Edexcel A Level (IAL) Physics-4.15 Electric Field due to a Point Charge- Study Notes- New Syllabus
Edexcel A Level (IAL) Physics -4.15 Electric Field due to a Point Charge- Study Notes- New syllabus
Edexcel A Level (IAL) Physics -4.15 Electric Field due to a Point Charge- Study Notes -Edexcel A level Physics – per latest Syllabus.
Key Concepts:
- be able to use the equation \(E=\dfrac{Q}{4\pi\varepsilon_0 r^2}\) for the electric field due to a point charge
Electric Field Due to a Point Charge
The electric field produced by a single stationary point charge can be calculated using a form of Coulomb’s law. This describes how the strength of the field varies with distance from the charge.
Equation for Electric Field Due to a Point Charge
The magnitude of the electric field at distance \( r \) from a point charge \( Q \) is:
\( E = \dfrac{Q}{4\pi \varepsilon r^2} \)
- \( E \) = electric field strength (N C⁻¹)
- \( Q \) = charge producing the field (C)
- \( r \) = distance from the charge (m)
- \( \varepsilon \) = permittivity of the medium (F m⁻¹)
In free space (or air):
\( \varepsilon = \varepsilon_0 = 8.85\times10^{-12}\ \mathrm{F\,m^{-1}} \)
Direction of the Electric Field
- For a positive charge, the electric field points radially away from the charge.
- For a negative charge, the electric field points radially towards the charge.
- The equation gives the magnitude of the field; direction must be stated separately.
Inverse Square Dependence
- Electric field strength is proportional to the charge \( Q \).

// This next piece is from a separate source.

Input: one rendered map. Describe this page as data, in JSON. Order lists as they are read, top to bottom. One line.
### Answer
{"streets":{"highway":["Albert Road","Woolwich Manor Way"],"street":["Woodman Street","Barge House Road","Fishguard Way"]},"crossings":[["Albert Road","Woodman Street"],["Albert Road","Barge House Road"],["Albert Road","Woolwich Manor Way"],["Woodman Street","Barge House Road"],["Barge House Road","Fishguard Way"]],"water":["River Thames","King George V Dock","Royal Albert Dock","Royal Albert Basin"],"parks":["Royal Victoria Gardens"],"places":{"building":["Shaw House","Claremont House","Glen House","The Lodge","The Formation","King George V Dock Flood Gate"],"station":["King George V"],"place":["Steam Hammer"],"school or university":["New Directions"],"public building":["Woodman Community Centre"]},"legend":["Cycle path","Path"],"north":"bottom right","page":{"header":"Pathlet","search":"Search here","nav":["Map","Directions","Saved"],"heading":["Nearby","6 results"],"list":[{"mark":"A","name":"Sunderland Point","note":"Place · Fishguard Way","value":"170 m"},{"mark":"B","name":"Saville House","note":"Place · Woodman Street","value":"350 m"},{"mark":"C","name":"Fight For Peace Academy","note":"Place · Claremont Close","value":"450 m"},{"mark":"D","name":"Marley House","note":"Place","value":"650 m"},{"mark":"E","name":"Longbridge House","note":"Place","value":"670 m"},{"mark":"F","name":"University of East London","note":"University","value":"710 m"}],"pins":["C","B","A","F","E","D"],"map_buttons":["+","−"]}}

- Electric field strength is inversely proportional to \( r^2 \).
- Doubling the distance reduces the field strength by a factor of four.
Relationship to Force on a Charge
The force on a charge \( q \) placed in this electric field is:
\( F = Eq \)
This shows that the field exists independently of the test charge.
When This Equation Applies
- The charge producing the field is stationary.
- The charge can be treated as a point charge.
- The distance from the charge is much larger than the size of the charge.
Example (Easy)
Calculate the electric field strength \( 0.40\ \mathrm{m} \) from a point charge of \( 2.0\times10^{-6}\ \mathrm{C} \) in air.
▶️ Answer / Explanation
\( E = \dfrac{2.0\times10^{-6}}{4\pi(8.85\times10^{-12})(0.40)^2} \)
\( E \approx 1.12\times10^{5}\ \mathrm{N\,C^{-1}} \)
Example (Medium)
The electric field strength at a point is \( 2.0\times10^{4}\ \mathrm{N\,C^{-1}} \). Find the distance from a point charge of \( 1.0\times10^{-6}\ \mathrm{C} \).
▶️ Answer / Explanation
Rearrange the equation:
\( r^2 = \dfrac{Q}{4\pi\varepsilon E} \)
\( r = \sqrt{\dfrac{1.0\times10^{-6}}{4\pi(8.85\times10^{-12})(2.0\times10^{4})}} \)
\( r \approx 0.67\ \mathrm{m} \)
Example (Hard)
Explain how the electric field strength around a point charge changes if the charge is doubled and the distance is halved.
▶️ Answer / Explanation
- Doubling \( Q \) doubles the field strength.
- Halving \( r \) increases the field strength by a factor of four.
- Total increase factor = \( 2 \times 4 = 8 \).
- The field strength increases eightfold.